▶ [Exercise requirements]: Set the data down again, exactly as it appears below.

▶ [Information given]:
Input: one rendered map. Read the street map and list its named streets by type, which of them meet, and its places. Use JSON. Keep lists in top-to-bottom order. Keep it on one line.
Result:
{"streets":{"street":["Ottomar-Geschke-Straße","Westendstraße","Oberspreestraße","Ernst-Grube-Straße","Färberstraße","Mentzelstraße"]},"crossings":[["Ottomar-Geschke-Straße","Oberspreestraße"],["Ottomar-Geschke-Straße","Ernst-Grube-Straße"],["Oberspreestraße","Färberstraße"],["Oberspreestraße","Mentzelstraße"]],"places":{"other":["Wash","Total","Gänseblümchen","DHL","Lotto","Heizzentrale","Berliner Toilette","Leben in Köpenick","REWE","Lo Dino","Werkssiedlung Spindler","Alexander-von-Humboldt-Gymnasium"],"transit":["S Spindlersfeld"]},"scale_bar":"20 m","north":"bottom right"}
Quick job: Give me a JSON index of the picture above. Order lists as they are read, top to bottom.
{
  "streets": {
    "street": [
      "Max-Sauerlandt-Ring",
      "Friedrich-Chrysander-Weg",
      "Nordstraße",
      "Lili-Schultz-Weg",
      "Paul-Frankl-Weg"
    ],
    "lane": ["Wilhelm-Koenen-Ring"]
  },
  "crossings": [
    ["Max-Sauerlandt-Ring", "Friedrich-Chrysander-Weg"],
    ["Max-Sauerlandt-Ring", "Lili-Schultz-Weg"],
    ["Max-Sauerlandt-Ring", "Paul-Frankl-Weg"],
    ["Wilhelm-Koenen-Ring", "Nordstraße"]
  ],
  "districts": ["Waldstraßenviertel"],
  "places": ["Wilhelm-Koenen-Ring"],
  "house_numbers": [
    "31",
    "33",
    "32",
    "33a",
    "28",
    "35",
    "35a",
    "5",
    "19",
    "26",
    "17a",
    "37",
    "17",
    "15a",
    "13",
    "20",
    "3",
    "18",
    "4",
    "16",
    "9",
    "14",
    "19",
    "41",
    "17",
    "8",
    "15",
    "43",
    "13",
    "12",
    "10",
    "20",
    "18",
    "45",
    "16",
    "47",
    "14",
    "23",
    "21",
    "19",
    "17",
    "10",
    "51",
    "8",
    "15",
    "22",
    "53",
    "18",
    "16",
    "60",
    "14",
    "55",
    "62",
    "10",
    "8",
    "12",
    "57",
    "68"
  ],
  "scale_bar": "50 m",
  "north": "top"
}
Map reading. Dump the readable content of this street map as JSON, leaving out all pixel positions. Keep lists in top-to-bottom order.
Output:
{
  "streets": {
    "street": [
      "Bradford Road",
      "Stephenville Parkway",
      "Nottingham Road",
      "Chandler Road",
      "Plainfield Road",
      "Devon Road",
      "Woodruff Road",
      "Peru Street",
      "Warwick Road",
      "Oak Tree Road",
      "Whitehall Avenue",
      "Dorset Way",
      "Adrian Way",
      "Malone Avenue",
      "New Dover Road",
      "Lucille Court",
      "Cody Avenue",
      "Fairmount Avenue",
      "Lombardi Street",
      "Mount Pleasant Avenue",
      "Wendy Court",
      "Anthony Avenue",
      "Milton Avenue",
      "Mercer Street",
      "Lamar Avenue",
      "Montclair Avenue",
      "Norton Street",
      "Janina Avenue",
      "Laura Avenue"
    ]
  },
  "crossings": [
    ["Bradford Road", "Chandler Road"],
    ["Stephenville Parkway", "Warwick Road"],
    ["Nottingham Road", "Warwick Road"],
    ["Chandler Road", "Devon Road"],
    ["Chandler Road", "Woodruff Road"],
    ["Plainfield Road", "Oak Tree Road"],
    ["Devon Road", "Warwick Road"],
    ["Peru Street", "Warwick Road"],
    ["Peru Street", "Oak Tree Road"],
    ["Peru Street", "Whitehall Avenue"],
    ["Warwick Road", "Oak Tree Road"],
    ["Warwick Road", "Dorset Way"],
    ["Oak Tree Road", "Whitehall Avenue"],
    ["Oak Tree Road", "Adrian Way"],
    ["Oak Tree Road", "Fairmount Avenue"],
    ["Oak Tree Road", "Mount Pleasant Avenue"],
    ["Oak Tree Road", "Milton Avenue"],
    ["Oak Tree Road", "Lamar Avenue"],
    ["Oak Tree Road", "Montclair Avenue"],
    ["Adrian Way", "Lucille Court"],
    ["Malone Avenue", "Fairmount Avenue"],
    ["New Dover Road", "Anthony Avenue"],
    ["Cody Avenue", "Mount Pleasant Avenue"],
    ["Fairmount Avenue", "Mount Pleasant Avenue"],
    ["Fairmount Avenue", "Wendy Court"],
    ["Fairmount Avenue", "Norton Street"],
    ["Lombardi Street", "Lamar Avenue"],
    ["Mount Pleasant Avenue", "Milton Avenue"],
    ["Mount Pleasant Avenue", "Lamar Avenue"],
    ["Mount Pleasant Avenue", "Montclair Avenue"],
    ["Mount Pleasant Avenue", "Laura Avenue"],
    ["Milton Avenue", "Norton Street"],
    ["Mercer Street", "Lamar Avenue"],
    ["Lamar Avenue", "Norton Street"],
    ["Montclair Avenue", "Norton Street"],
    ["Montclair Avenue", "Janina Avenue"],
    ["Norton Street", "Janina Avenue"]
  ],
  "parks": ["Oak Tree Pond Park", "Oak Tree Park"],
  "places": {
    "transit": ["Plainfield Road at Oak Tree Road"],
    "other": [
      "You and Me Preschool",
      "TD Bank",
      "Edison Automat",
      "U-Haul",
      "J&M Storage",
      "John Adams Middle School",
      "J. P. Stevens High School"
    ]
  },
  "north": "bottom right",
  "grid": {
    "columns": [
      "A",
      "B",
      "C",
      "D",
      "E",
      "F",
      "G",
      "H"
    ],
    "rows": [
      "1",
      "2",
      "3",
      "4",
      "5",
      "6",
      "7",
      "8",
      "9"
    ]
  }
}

▶ [Your solution]:
Input: one rendered map. Read the street map and list its named streets by type, which of them meet, and its places. Use JSON. Keep lists in top-to-bottom order. Keep it on one line.
Result:
{"streets":{"street":["Ottomar-Geschke-Straße","Westendstraße","Oberspreestraße","Ernst-Grube-Straße","Färberstraße","Mentzelstraße"]},"crossings":[["Ottomar-Geschke-Straße","Oberspreestraße"],["Ottomar-Geschke-Straße","Ernst-Grube-Straße"],["Oberspreestraße","Färberstraße"],["Oberspreestraße","Mentzelstraße"]],"places":{"other":["Wash","Total","Gänseblümchen","DHL","Lotto","Heizzentrale","Berliner Toilette","Leben in Köpenick","REWE","Lo Dino","Werkssiedlung Spindler","Alexander-von-Humboldt-Gymnasium"],"transit":["S Spindlersfeld"]},"scale_bar":"20 m","north":"bottom right"}
Quick job: Give me a JSON index of the picture above. Order lists as they are read, top to bottom.
{
  "streets": {
    "street": [
      "Max-Sauerlandt-Ring",
      "Friedrich-Chrysander-Weg",
      "Nordstraße",
      "Lili-Schultz-Weg",
      "Paul-Frankl-Weg"
    ],
    "lane": ["Wilhelm-Koenen-Ring"]
  },
  "crossings": [
    ["Max-Sauerlandt-Ring", "Friedrich-Chrysander-Weg"],
    ["Max-Sauerlandt-Ring", "Lili-Schultz-Weg"],
    ["Max-Sauerlandt-Ring", "Paul-Frankl-Weg"],
    ["Wilhelm-Koenen-Ring", "Nordstraße"]
  ],
  "districts": ["Waldstraßenviertel"],
  "places": ["Wilhelm-Koenen-Ring"],
  "house_numbers": [
    "31",
    "33",
    "32",
    "33a",
    "28",
    "35",
    "35a",
    "5",
    "19",
    "26",
    "17a",
    "37",
    "17",
    "15a",
    "13",
    "20",
    "3",
    "18",
    "4",
    "16",
    "9",
    "14",
    "19",
    "41",
    "17",
    "8",
    "15",
    "43",
    "13",
    "12",
    "10",
    "20",
    "18",
    "45",
    "16",
    "47",
    "14",
    "23",
    "21",
    "19",
    "17",
    "10",
    "51",
    "8",
    "15",
    "22",
    "53",
    "18",
    "16",
    "60",
    "14",
    "55",
    "62",
    "10",
    "8",
    "12",
    "57",
    "68"
  ],
  "scale_bar": "50 m",
  "north": "top"
}
Map reading. Dump the readable content of this street map as JSON, leaving out all pixel positions. Keep lists in top-to-bottom order.
Output:
{
  "streets": {
    "street": [
      "Bradford Road",
      "Stephenville Parkway",
      "Nottingham Road",
      "Chandler Road",
      "Plainfield Road",
      "Devon Road",
      "Woodruff Road",
      "Peru Street",
      "Warwick Road",
      "Oak Tree Road",
      "Whitehall Avenue",
      "Dorset Way",
      "Adrian Way",
      "Malone Avenue",
      "New Dover Road",
      "Lucille Court",
      "Cody Avenue",
      "Fairmount Avenue",
      "Lombardi Street",
      "Mount Pleasant Avenue",
      "Wendy Court",
      "Anthony Avenue",
      "Milton Avenue",
      "Mercer Street",
      "Lamar Avenue",
      "Montclair Avenue",
      "Norton Street",
      "Janina Avenue",
      "Laura Avenue"
    ]
  },
  "crossings": [
    ["Bradford Road", "Chandler Road"],
    ["Stephenville Parkway", "Warwick Road"],
    ["Nottingham Road", "Warwick Road"],
    ["Chandler Road", "Devon Road"],
    ["Chandler Road", "Woodruff Road"],
    ["Plainfield Road", "Oak Tree Road"],
    ["Devon Road", "Warwick Road"],
    ["Peru Street", "Warwick Road"],
    ["Peru Street", "Oak Tree Road"],
    ["Peru Street", "Whitehall Avenue"],
    ["Warwick Road", "Oak Tree Road"],
    ["Warwick Road", "Dorset Way"],
    ["Oak Tree Road", "Whitehall Avenue"],
    ["Oak Tree Road", "Adrian Way"],
    ["Oak Tree Road", "Fairmount Avenue"],
    ["Oak Tree Road", "Mount Pleasant Avenue"],
    ["Oak Tree Road", "Milton Avenue"],
    ["Oak Tree Road", "Lamar Avenue"],
    ["Oak Tree Road", "Montclair Avenue"],
    ["Adrian Way", "Lucille Court"],
    ["Malone Avenue", "Fairmount Avenue"],
    ["New Dover Road", "Anthony Avenue"],
    ["Cody Avenue", "Mount Pleasant Avenue"],
    ["Fairmount Avenue", "Mount Pleasant Avenue"],
    ["Fairmount Avenue", "Wendy Court"],
    ["Fairmount Avenue", "Norton Street"],
    ["Lombardi Street", "Lamar Avenue"],
    ["Mount Pleasant Avenue", "Milton Avenue"],
    ["Mount Pleasant Avenue", "Lamar Avenue"],
    ["Mount Pleasant Avenue", "Montclair Avenue"],
    ["Mount Pleasant Avenue", "Laura Avenue"],
    ["Milton Avenue", "Norton Street"],
    ["Mercer Street", "Lamar Avenue"],
    ["Lamar Avenue", "Norton Street"],
    ["Montclair Avenue", "Norton Street"],
    ["Montclair Avenue", "Janina Avenue"],
    ["Norton Street", "Janina Avenue"]
  ],
  "parks": ["Oak Tree Pond Park", "Oak Tree Park"],
  "places": {
    "transit": ["Plainfield Road at Oak Tree Road"],
    "other": [
      "You and Me Preschool",
      "TD Bank",
      "Edison Automat",
      "U-Haul",
      "J&M Storage",
      "John Adams Middle School",
      "J. P. Stevens High School"
    ]
  },
  "north": "bottom right",
  "grid": {
    "columns": [
      "A",
      "B",
      "C",
      "D",
      "E",
      "F",
      "G",
      "H"
    ],
    "rows": [
      "1",
      "2",
      "3",
      "4",
      "5",
      "6",
      "7",
      "8",
      "9"
    ]
  }
}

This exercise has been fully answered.